%%

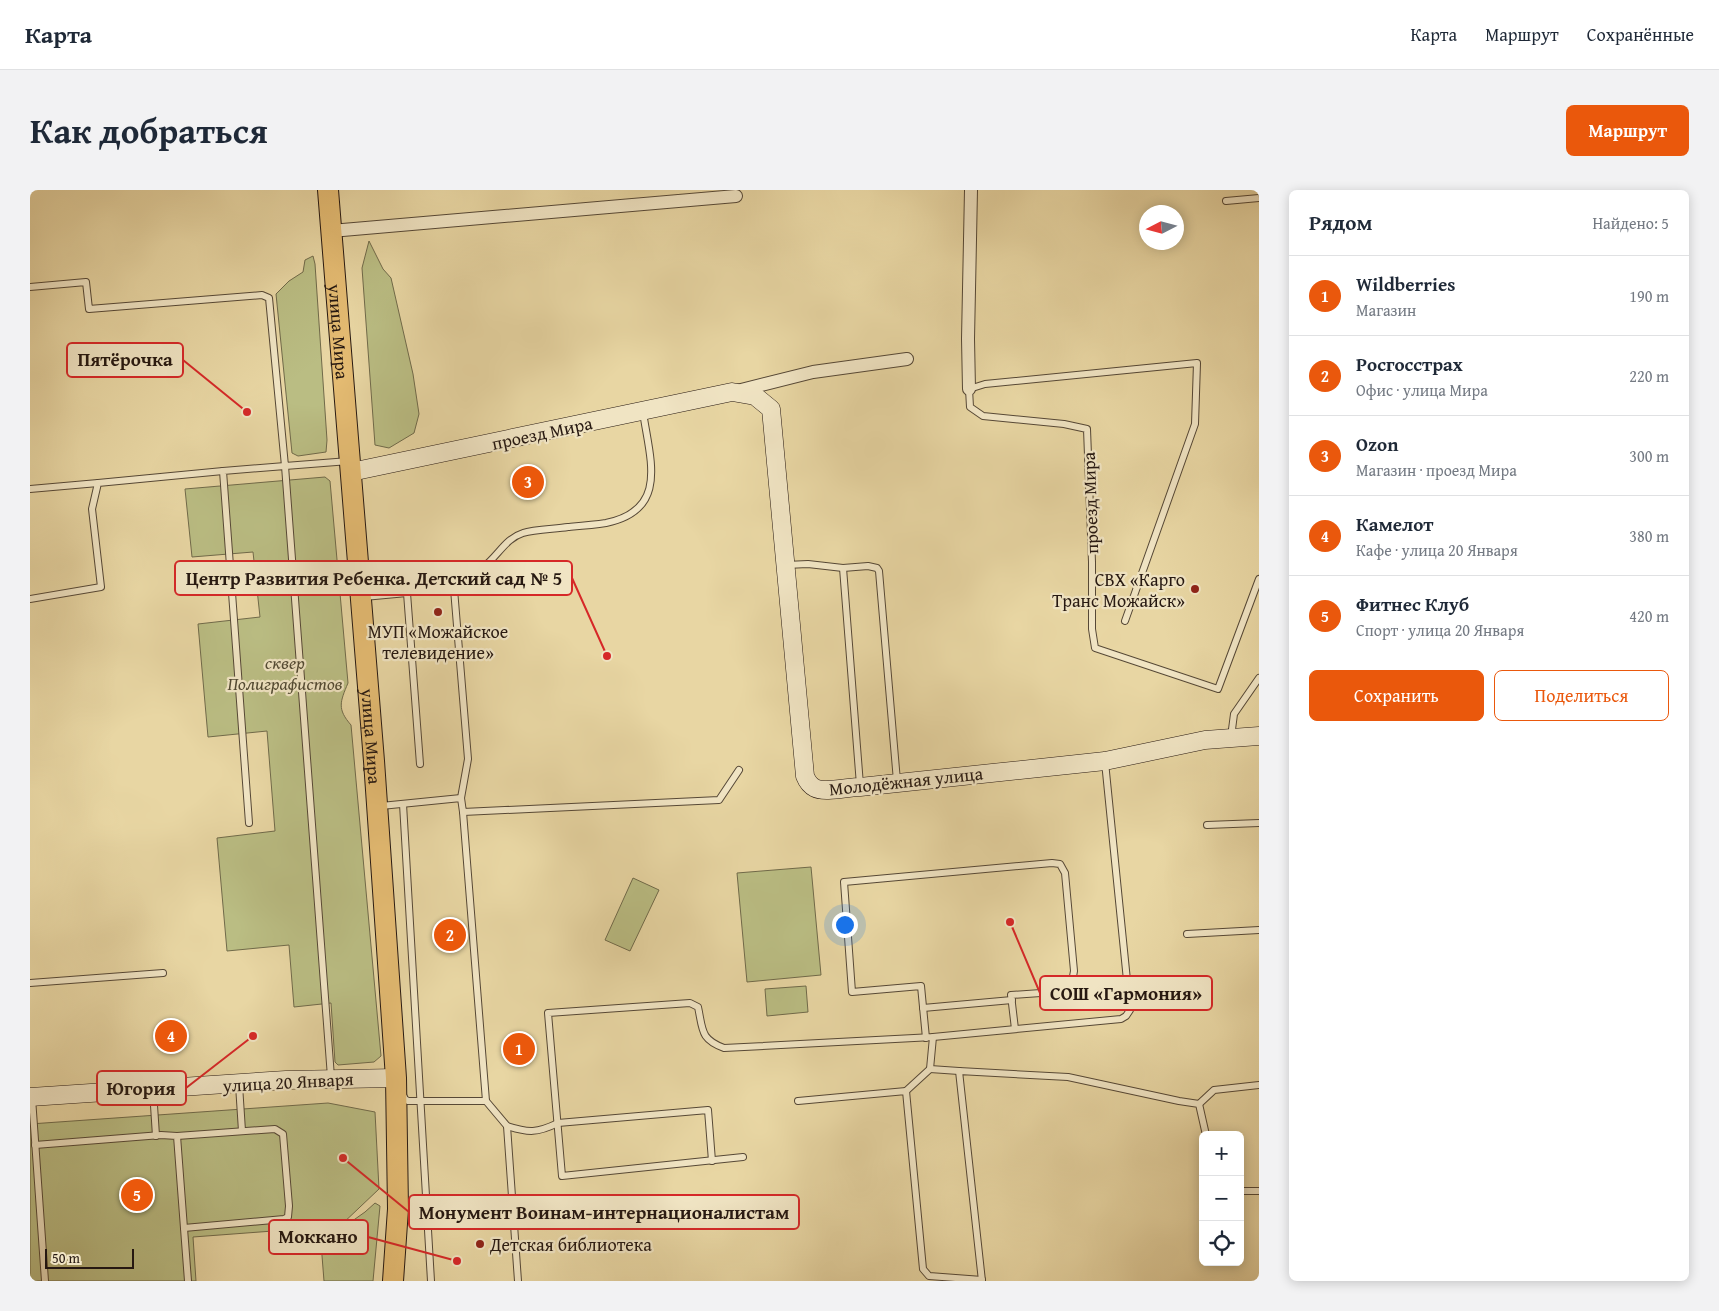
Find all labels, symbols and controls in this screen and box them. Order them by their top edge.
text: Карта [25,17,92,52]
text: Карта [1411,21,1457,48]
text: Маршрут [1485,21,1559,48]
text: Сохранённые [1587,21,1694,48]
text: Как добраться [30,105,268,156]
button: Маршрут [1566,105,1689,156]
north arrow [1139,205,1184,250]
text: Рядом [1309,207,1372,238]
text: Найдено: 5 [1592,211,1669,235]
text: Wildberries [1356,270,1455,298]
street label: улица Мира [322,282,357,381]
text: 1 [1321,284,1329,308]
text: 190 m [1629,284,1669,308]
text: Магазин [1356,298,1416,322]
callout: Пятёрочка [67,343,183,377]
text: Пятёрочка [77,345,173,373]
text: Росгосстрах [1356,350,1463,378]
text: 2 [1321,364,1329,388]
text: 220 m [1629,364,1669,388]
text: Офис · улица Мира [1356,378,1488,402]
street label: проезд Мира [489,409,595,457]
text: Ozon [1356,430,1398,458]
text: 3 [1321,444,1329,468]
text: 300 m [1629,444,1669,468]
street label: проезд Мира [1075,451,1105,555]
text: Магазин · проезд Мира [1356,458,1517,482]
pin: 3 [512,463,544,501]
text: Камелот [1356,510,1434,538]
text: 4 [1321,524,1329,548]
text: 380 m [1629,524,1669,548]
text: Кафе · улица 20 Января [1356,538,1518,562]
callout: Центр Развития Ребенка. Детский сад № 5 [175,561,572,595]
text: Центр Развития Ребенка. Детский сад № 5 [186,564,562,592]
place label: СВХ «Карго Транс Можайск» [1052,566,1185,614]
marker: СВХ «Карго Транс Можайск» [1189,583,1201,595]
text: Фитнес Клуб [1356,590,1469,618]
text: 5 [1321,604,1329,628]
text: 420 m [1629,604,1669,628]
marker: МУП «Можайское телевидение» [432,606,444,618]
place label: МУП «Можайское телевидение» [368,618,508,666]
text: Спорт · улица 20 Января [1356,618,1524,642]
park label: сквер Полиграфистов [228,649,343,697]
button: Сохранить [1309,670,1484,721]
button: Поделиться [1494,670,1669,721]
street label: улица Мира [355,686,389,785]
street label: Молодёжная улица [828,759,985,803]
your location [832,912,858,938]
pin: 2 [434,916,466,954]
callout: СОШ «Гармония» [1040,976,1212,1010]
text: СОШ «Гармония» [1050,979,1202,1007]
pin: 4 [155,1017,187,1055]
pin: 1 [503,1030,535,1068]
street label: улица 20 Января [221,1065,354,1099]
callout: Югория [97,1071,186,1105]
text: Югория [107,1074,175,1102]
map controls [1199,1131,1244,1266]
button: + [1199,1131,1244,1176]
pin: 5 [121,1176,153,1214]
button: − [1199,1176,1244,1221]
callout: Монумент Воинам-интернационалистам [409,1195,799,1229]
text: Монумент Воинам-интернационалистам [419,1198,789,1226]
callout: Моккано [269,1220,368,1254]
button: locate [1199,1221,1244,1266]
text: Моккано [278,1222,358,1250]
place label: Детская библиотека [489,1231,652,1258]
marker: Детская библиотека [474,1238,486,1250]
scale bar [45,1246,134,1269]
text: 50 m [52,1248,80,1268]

%%
%%

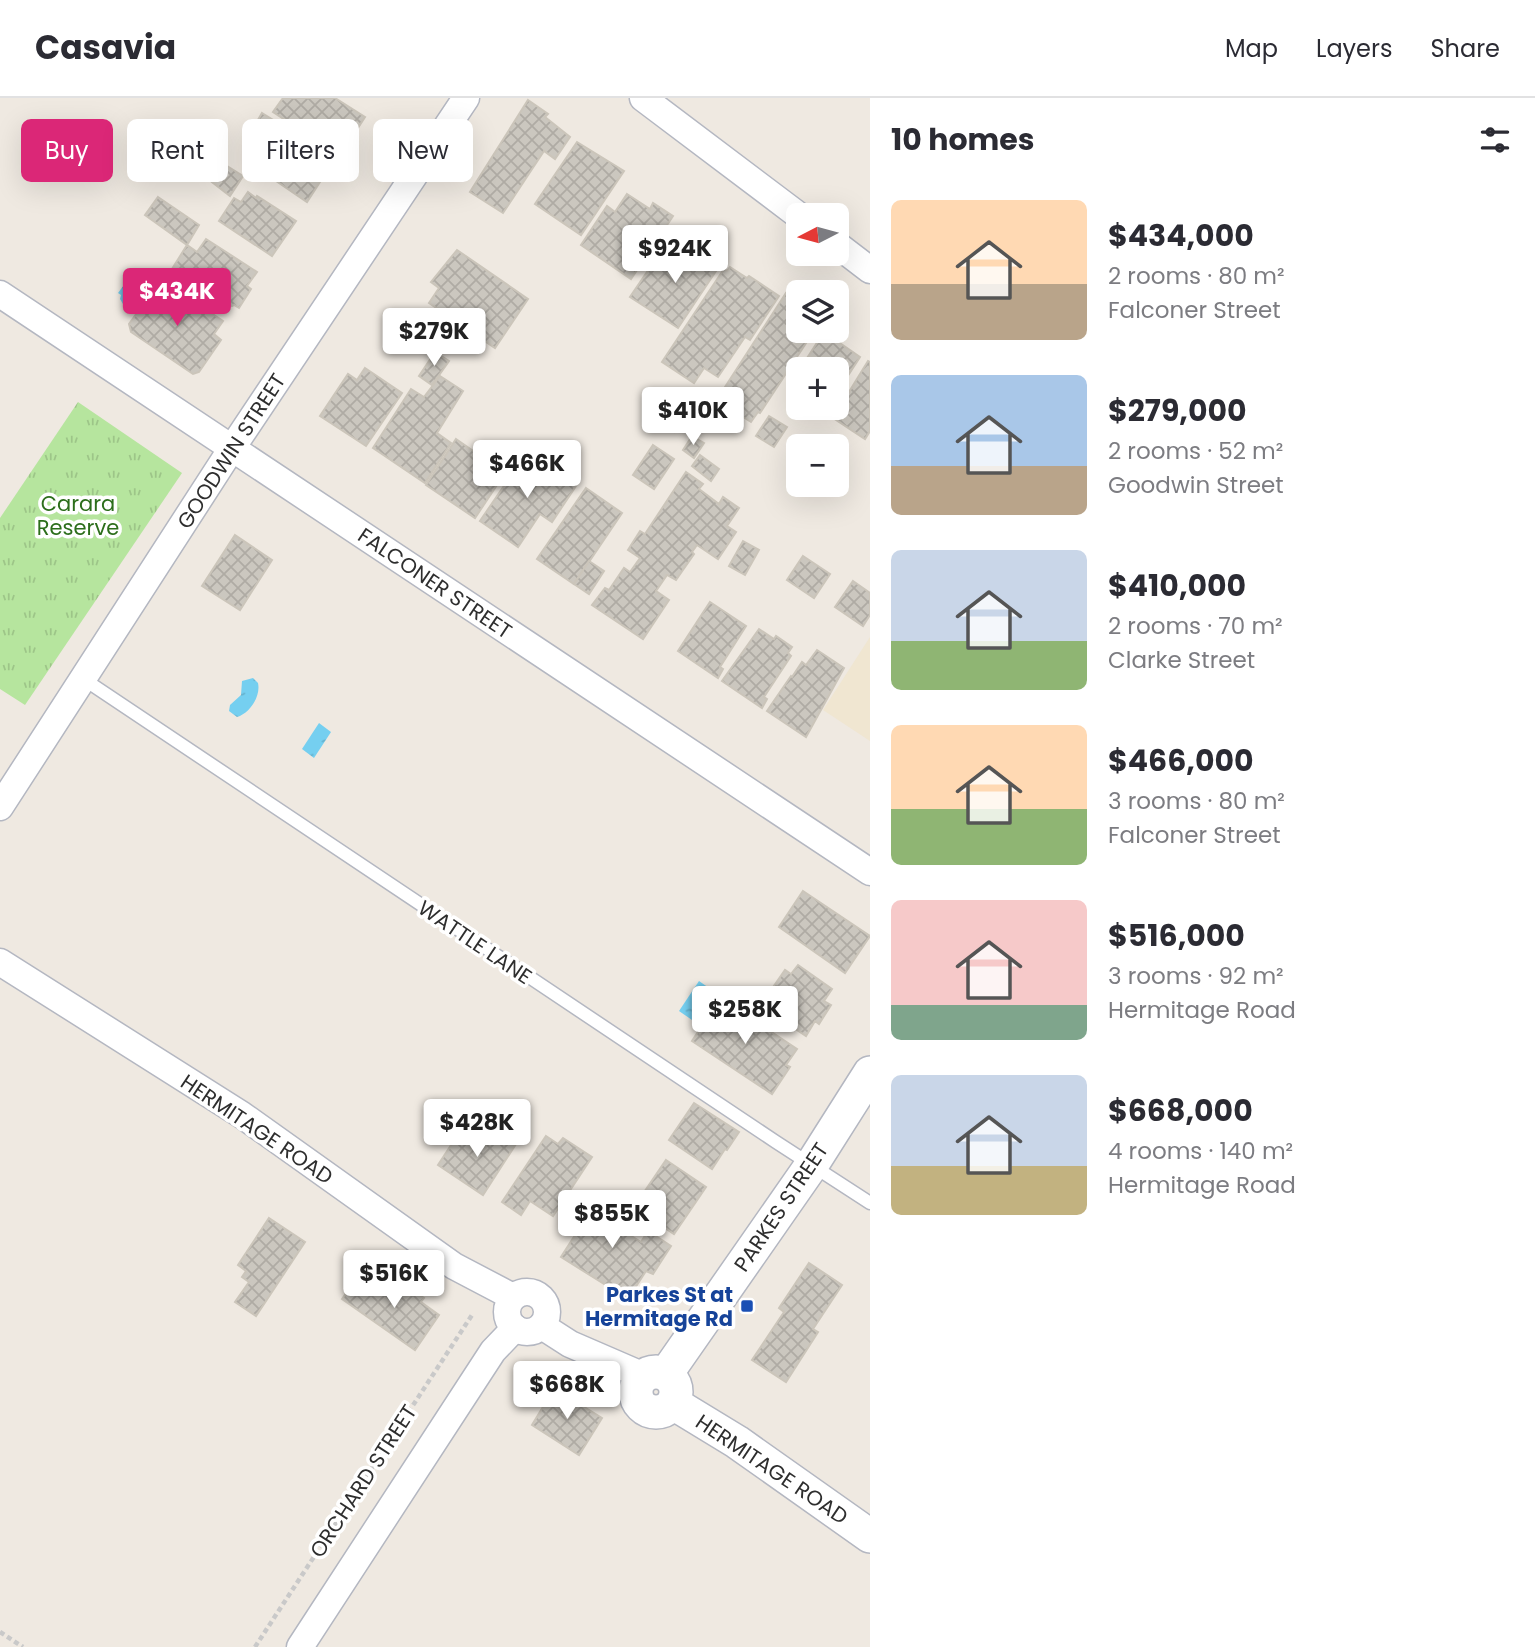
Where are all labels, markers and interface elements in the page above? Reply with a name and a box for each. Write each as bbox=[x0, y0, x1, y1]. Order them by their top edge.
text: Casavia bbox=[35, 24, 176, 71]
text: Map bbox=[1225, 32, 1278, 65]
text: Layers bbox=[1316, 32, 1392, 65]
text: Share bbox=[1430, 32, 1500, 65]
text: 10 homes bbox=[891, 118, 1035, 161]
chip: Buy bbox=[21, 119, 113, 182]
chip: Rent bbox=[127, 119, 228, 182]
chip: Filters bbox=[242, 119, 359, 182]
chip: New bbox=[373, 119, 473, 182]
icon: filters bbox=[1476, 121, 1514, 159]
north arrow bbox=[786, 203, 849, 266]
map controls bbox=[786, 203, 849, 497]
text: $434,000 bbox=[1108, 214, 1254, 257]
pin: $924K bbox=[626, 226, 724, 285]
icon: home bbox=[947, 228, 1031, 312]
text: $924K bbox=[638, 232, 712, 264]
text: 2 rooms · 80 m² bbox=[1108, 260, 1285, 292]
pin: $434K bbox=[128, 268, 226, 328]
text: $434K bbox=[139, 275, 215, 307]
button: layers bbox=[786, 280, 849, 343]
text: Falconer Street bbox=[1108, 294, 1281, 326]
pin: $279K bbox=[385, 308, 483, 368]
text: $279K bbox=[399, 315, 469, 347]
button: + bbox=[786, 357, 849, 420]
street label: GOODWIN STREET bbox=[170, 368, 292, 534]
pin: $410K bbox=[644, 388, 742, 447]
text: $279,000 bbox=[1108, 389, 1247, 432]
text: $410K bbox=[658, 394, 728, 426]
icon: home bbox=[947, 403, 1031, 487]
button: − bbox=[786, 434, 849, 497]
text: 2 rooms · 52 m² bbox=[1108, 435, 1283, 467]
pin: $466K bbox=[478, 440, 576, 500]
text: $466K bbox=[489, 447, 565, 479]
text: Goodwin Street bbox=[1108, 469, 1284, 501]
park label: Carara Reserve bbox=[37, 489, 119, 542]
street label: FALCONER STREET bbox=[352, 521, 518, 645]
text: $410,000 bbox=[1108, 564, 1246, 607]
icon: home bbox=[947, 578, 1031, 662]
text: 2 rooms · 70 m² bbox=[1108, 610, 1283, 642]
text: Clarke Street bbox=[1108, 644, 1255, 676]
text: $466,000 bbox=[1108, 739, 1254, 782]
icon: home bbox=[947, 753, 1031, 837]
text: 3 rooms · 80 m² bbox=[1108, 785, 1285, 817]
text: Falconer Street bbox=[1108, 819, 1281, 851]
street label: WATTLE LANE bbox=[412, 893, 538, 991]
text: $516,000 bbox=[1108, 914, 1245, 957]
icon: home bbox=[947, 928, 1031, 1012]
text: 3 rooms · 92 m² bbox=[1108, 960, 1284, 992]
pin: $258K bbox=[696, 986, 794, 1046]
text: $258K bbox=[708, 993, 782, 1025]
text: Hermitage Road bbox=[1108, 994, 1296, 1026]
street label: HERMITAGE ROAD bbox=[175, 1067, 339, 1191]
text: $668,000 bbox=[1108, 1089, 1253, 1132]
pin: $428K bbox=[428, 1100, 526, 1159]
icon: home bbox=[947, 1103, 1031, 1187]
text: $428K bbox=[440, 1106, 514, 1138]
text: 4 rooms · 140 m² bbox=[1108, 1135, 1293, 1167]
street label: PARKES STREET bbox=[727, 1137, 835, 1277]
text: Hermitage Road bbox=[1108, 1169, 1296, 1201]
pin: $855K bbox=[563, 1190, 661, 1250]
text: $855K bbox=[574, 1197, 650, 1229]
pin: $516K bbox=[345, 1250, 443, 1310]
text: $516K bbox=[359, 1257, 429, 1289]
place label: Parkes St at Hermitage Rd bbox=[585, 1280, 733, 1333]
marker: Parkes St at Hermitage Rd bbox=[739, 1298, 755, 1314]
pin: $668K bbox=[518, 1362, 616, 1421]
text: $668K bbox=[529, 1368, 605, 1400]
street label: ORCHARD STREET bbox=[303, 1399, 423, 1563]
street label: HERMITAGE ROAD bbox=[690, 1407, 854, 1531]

%%

Exercise objective:
Return every line in the records that includes the string "Ребенка".

Exercise solution:
callout: Центр Развития Ребенка. Детский сад № 5 [175,561,572,595]
text: Центр Развития Ребенка. Детский сад № 5 [186,564,562,592]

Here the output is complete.